_Entries shown:_
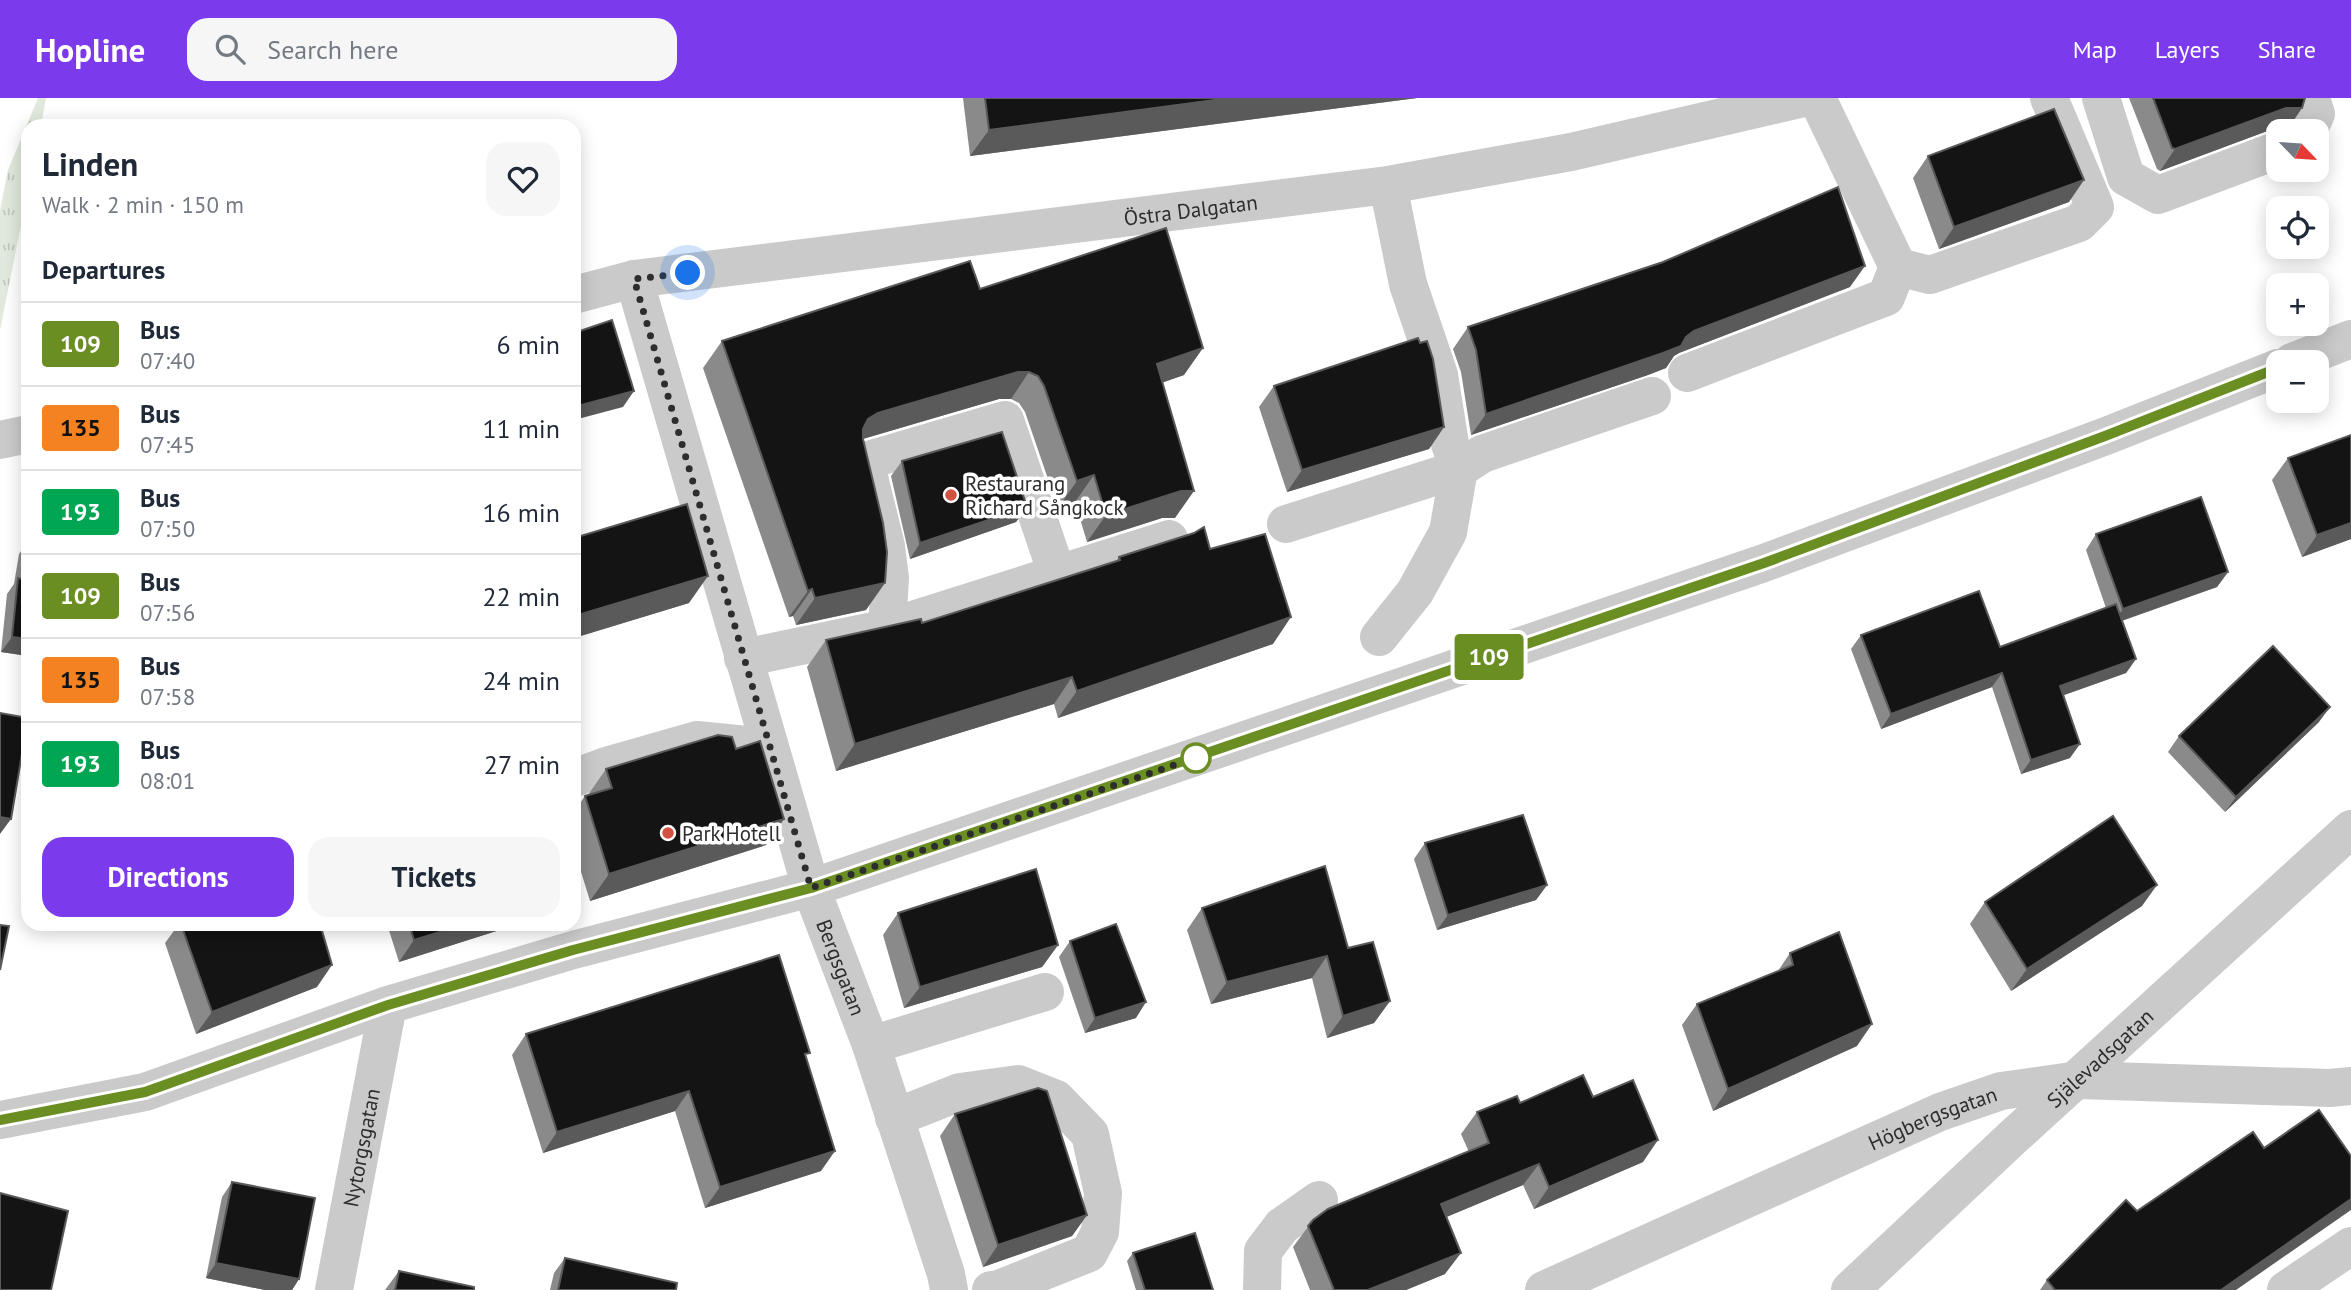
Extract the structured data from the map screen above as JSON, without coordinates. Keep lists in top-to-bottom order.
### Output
{
  "streets": {
    "street": [
      "Östra Dalgatan",
      "Bergsgatan",
      "Själevadsgatan",
      "Högbergsgatan",
      "Nytorgsgatan"
    ]
  },
  "crossings": [
    ["Östra Dalgatan", "Bergsgatan"],
    ["Själevadsgatan", "Högbergsgatan"]
  ],
  "places": ["Restaurang Richard Sångkock", "Park Hotell"],
  "lines": ["bus line 109"],
  "north": "bottom right",
  "page": {
    "header": "Hopline",
    "search": "Search here",
    "nav": ["Map", "Layers", "Share"],
    "on_map": "109",
    "map_buttons": ["+", "−"],
    "heading": [
      ["Linden", "Walk · 2 min · 150 m"],
      "Departures"
    ],
    "list": [
      {
        "mark": "109",
        "name": "Bus",
        "note": "07:40",
        "value": "6 min"
      },
      {
        "mark": "135",
        "name": "Bus",
        "note": "07:45",
        "value": "11 min"
      },
      {
        "mark": "193",
        "name": "Bus",
        "note": "07:50",
        "value": "16 min"
      },
      {
        "mark": "109",
        "name": "Bus",
        "note": "07:56",
        "value": "22 min"
      },
      {
        "mark": "135",
        "name": "Bus",
        "note": "07:58",
        "value": "24 min"
      },
      {
        "mark": "193",
        "name": "Bus",
        "note": "08:01",
        "value": "27 min"
      }
    ],
    "buttons": ["Directions", "Tickets"]
  }
}
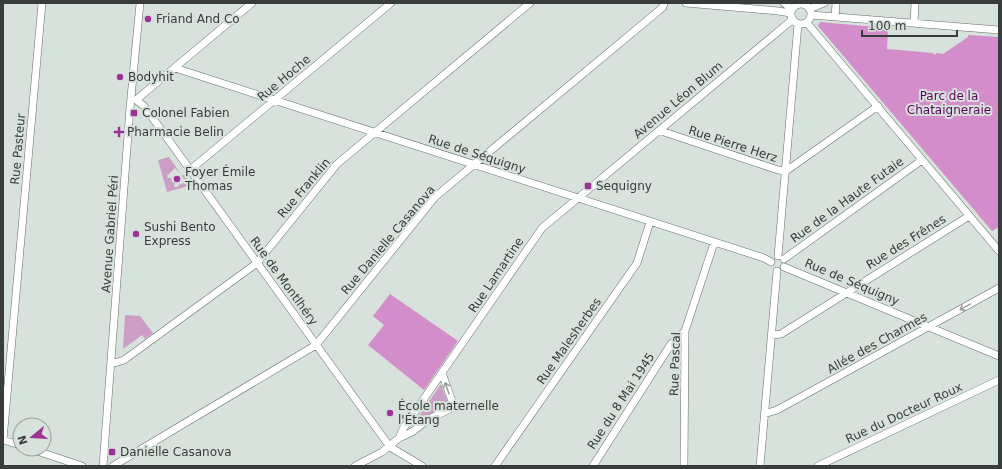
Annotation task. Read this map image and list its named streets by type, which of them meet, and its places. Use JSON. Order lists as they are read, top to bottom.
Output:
{
  "streets": {
    "street": [
      "Rue Hoche",
      "Avenue Léon Blum",
      "Rue Pierre Herz",
      "Rue Pasteur",
      "Rue de Séquigny",
      "Rue Franklin",
      "Rue de la Haute Futaie",
      "Avenue Gabriel Péri",
      "Rue Danielle Casanova",
      "Rue des Frênes",
      "Rue Lamartine",
      "Rue de Montlhéry",
      "Rue Malesherbes",
      "Allée des Charmes",
      "Rue Pascal",
      "Rue du 8 Mai 1945",
      "Rue du Docteur Roux"
    ]
  },
  "crossings": [
    ["Rue Hoche", "Rue de Séquigny"],
    ["Rue Hoche", "Rue de Montlhéry"],
    ["Avenue Léon Blum", "Rue Pierre Herz"],
    ["Avenue Léon Blum", "Rue de Séquigny"],
    ["Avenue Léon Blum", "Rue Lamartine"],
    ["Rue de Séquigny", "Rue Franklin"],
    ["Rue de Séquigny", "Rue de la Haute Futaie"],
    ["Rue de Séquigny", "Rue Danielle Casanova"],
    ["Rue de Séquigny", "Rue des Frênes"],
    ["Rue de Séquigny", "Rue Lamartine"],
    ["Rue de Séquigny", "Rue Malesherbes"],
    ["Rue de Séquigny", "Allée des Charmes"],
    ["Rue de Séquigny", "Rue Pascal"],
    ["Rue Franklin", "Avenue Gabriel Péri"],
    ["Rue Franklin", "Rue de Montlhéry"],
    ["Avenue Gabriel Péri", "Rue de Montlhéry"],
    ["Rue Danielle Casanova", "Rue de Montlhéry"],
    ["Rue Lamartine", "Rue de Montlhéry"],
    ["Rue Pascal", "Rue du 8 Mai 1945"]
  ],
  "parks": ["Parc de la Chataigneraie"],
  "places": {
    "other": [
      "Friand And Co",
      "Bodyhit",
      "Foyer Émile Thomas",
      "Sushi Bento Express",
      "École maternelle l'Étang"
    ],
    "transit": ["Colonel Fabien", "Sequigny", "Danielle Casanova"],
    "health": ["Pharmacie Belin"]
  },
  "scale_bar": "100 m",
  "north": "left"
}
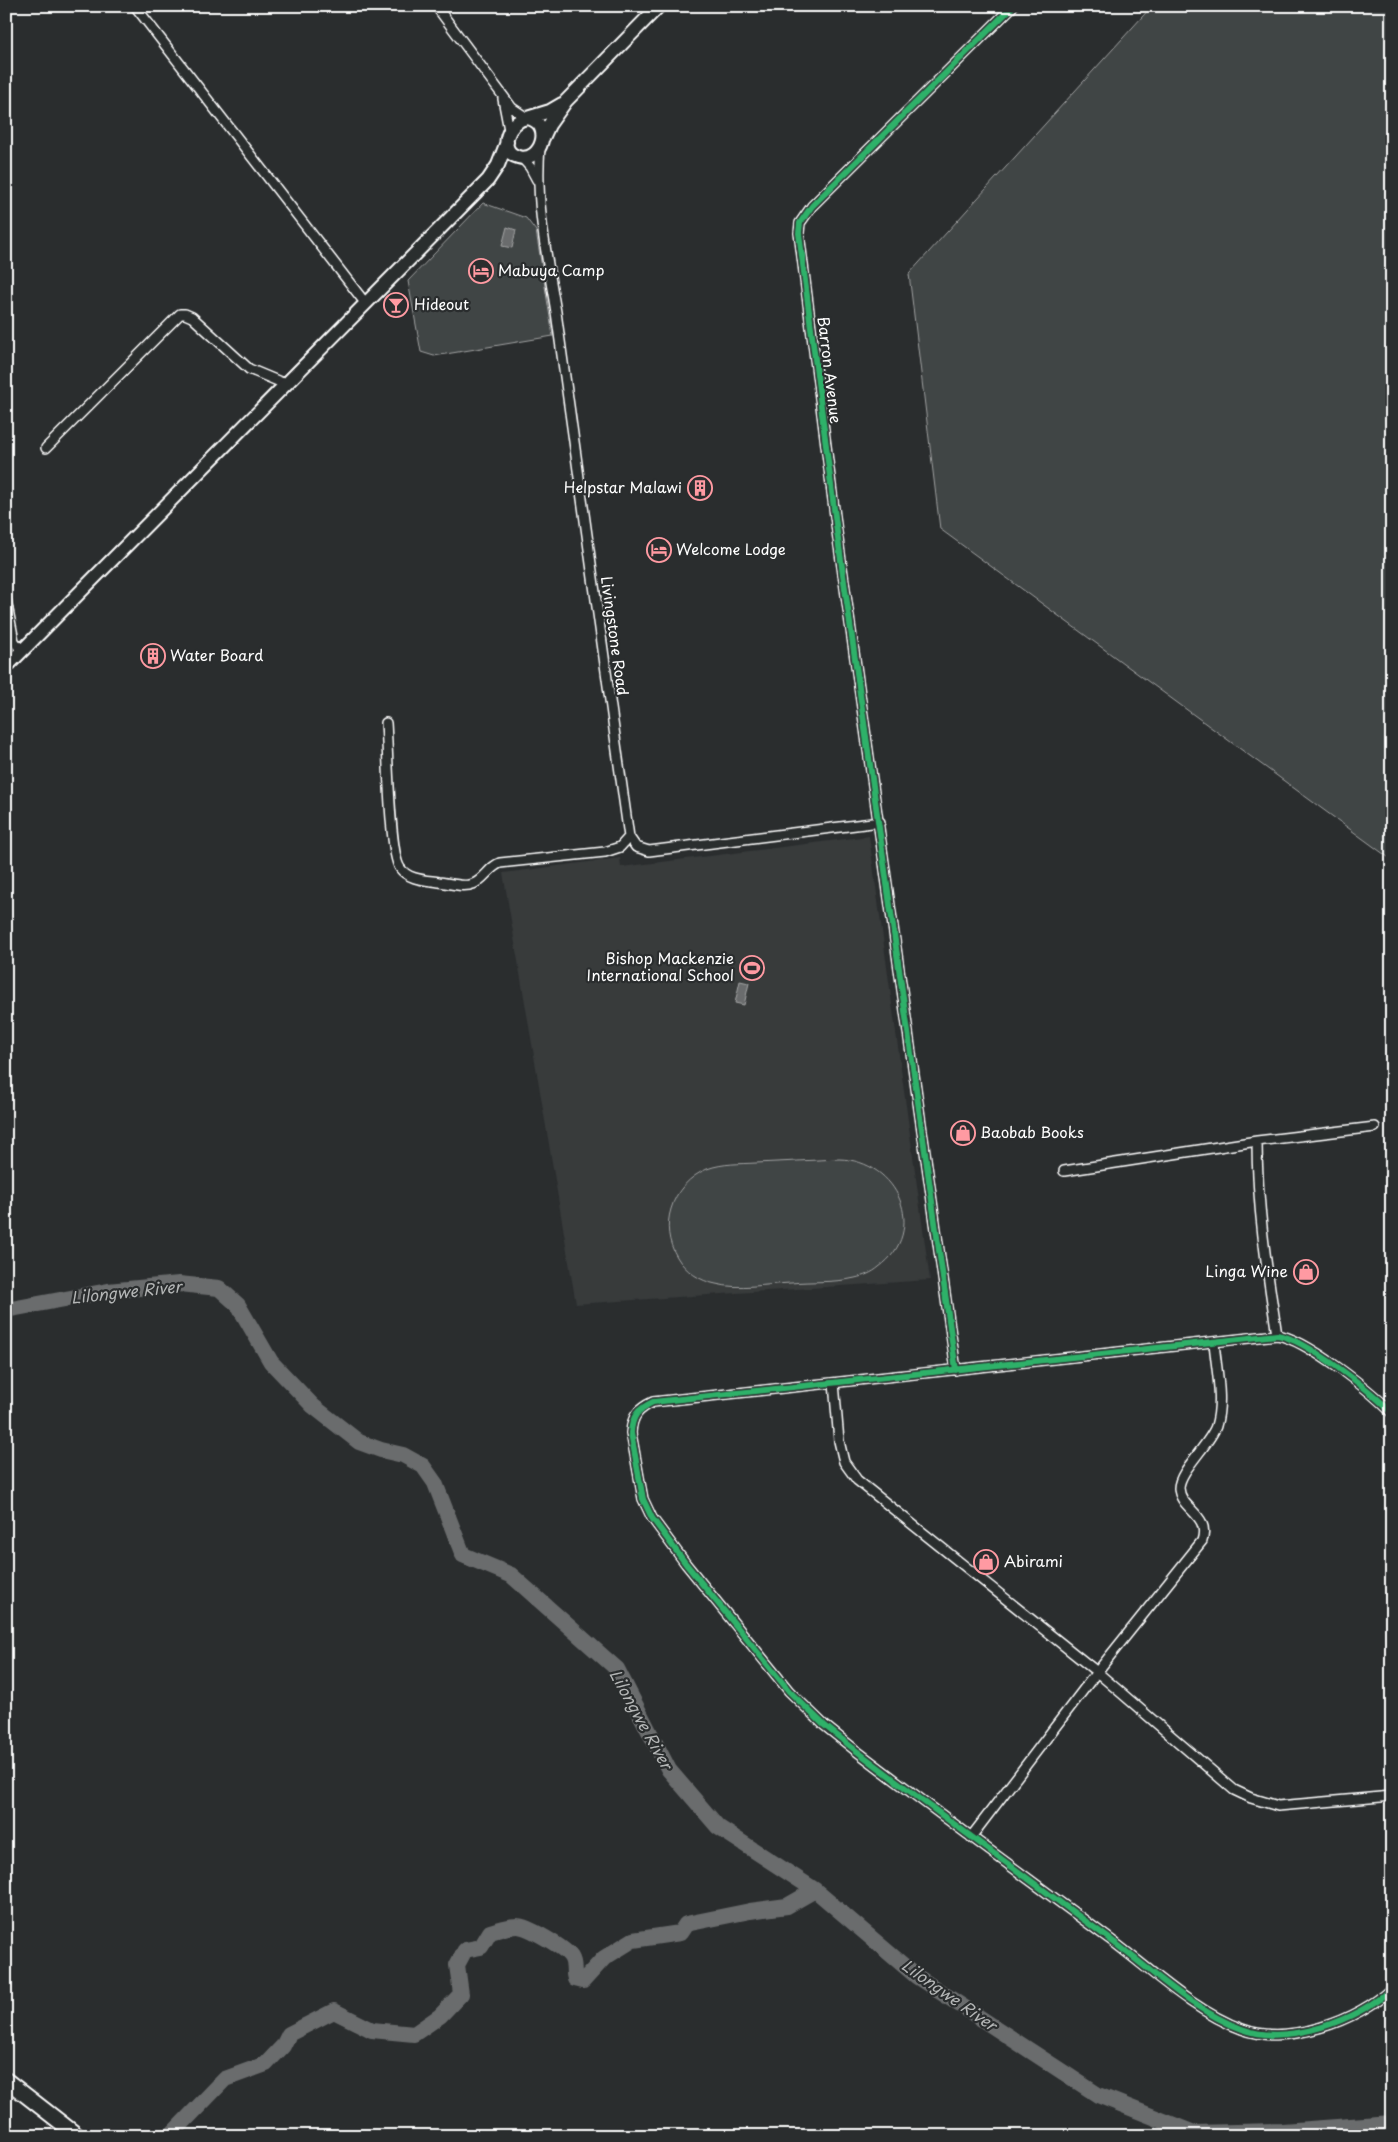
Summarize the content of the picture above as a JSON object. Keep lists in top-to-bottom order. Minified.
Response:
{"streets":{"street":["Barron Avenue","Livingstone Road"]},"water":["Lilongwe River"],"places":{"hotel":["Mabuya Camp","Welcome Lodge"],"bar":["Hideout"],"building":["Helpstar Malawi","Water Board"],"sports":["Bishop Mackenzie International School"],"shop":["Baobab Books","Linga Wine","Abirami"]}}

_Aim of the exercise:_
Please return each line of the listing exactly as written, excluding the images.

_Exercise result:_
Extract the structured data from the map screen above as JSON, without coordinates. Keep lists in top-to-bottom order.
### Output
{
  "streets": {
    "street": [
      "Östra Dalgatan",
      "Bergsgatan",
      "Själevadsgatan",
      "Högbergsgatan",
      "Nytorgsgatan"
    ]
  },
  "crossings": [
    ["Östra Dalgatan", "Bergsgatan"],
    ["Själevadsgatan", "Högbergsgatan"]
  ],
  "places": ["Restaurang Richard Sångkock", "Park Hotell"],
  "lines": ["bus line 109"],
  "north": "bottom right",
  "page": {
    "header": "Hopline",
    "search": "Search here",
    "nav": ["Map", "Layers", "Share"],
    "on_map": "109",
    "map_buttons": ["+", "−"],
    "heading": [
      ["Linden", "Walk · 2 min · 150 m"],
      "Departures"
    ],
    "list": [
      {
        "mark": "109",
        "name": "Bus",
        "note": "07:40",
        "value": "6 min"
      },
      {
        "mark": "135",
        "name": "Bus",
        "note": "07:45",
        "value": "11 min"
      },
      {
        "mark": "193",
        "name": "Bus",
        "note": "07:50",
        "value": "16 min"
      },
      {
        "mark": "109",
        "name": "Bus",
        "note": "07:56",
        "value": "22 min"
      },
      {
        "mark": "135",
        "name": "Bus",
        "note": "07:58",
        "value": "24 min"
      },
      {
        "mark": "193",
        "name": "Bus",
        "note": "08:01",
        "value": "27 min"
      }
    ],
    "buttons": ["Directions", "Tickets"]
  }
}
Annotation task. Read this map image and list its named streets by type, which of them meet, and its places. Use JSON. Order lists as they are read, top to bottom.
Output:
{
  "streets": {
    "street": [
      "Rue Hoche",
      "Avenue Léon Blum",
      "Rue Pierre Herz",
      "Rue Pasteur",
      "Rue de Séquigny",
      "Rue Franklin",
      "Rue de la Haute Futaie",
      "Avenue Gabriel Péri",
      "Rue Danielle Casanova",
      "Rue des Frênes",
      "Rue Lamartine",
      "Rue de Montlhéry",
      "Rue Malesherbes",
      "Allée des Charmes",
      "Rue Pascal",
      "Rue du 8 Mai 1945",
      "Rue du Docteur Roux"
    ]
  },
  "crossings": [
    ["Rue Hoche", "Rue de Séquigny"],
    ["Rue Hoche", "Rue de Montlhéry"],
    ["Avenue Léon Blum", "Rue Pierre Herz"],
    ["Avenue Léon Blum", "Rue de Séquigny"],
    ["Avenue Léon Blum", "Rue Lamartine"],
    ["Rue de Séquigny", "Rue Franklin"],
    ["Rue de Séquigny", "Rue de la Haute Futaie"],
    ["Rue de Séquigny", "Rue Danielle Casanova"],
    ["Rue de Séquigny", "Rue des Frênes"],
    ["Rue de Séquigny", "Rue Lamartine"],
    ["Rue de Séquigny", "Rue Malesherbes"],
    ["Rue de Séquigny", "Allée des Charmes"],
    ["Rue de Séquigny", "Rue Pascal"],
    ["Rue Franklin", "Avenue Gabriel Péri"],
    ["Rue Franklin", "Rue de Montlhéry"],
    ["Avenue Gabriel Péri", "Rue de Montlhéry"],
    ["Rue Danielle Casanova", "Rue de Montlhéry"],
    ["Rue Lamartine", "Rue de Montlhéry"],
    ["Rue Pascal", "Rue du 8 Mai 1945"]
  ],
  "parks": ["Parc de la Chataigneraie"],
  "places": {
    "other": [
      "Friand And Co",
      "Bodyhit",
      "Foyer Émile Thomas",
      "Sushi Bento Express",
      "École maternelle l'Étang"
    ],
    "transit": ["Colonel Fabien", "Sequigny", "Danielle Casanova"],
    "health": ["Pharmacie Belin"]
  },
  "scale_bar": "100 m",
  "north": "left"
}
Summarize the content of the picture above as a JSON object. Keep lists in top-to-bottom order. Minified.
Response:
{"streets":{"street":["Barron Avenue","Livingstone Road"]},"water":["Lilongwe River"],"places":{"hotel":["Mabuya Camp","Welcome Lodge"],"bar":["Hideout"],"building":["Helpstar Malawi","Water Board"],"sports":["Bishop Mackenzie International School"],"shop":["Baobab Books","Linga Wine","Abirami"]}}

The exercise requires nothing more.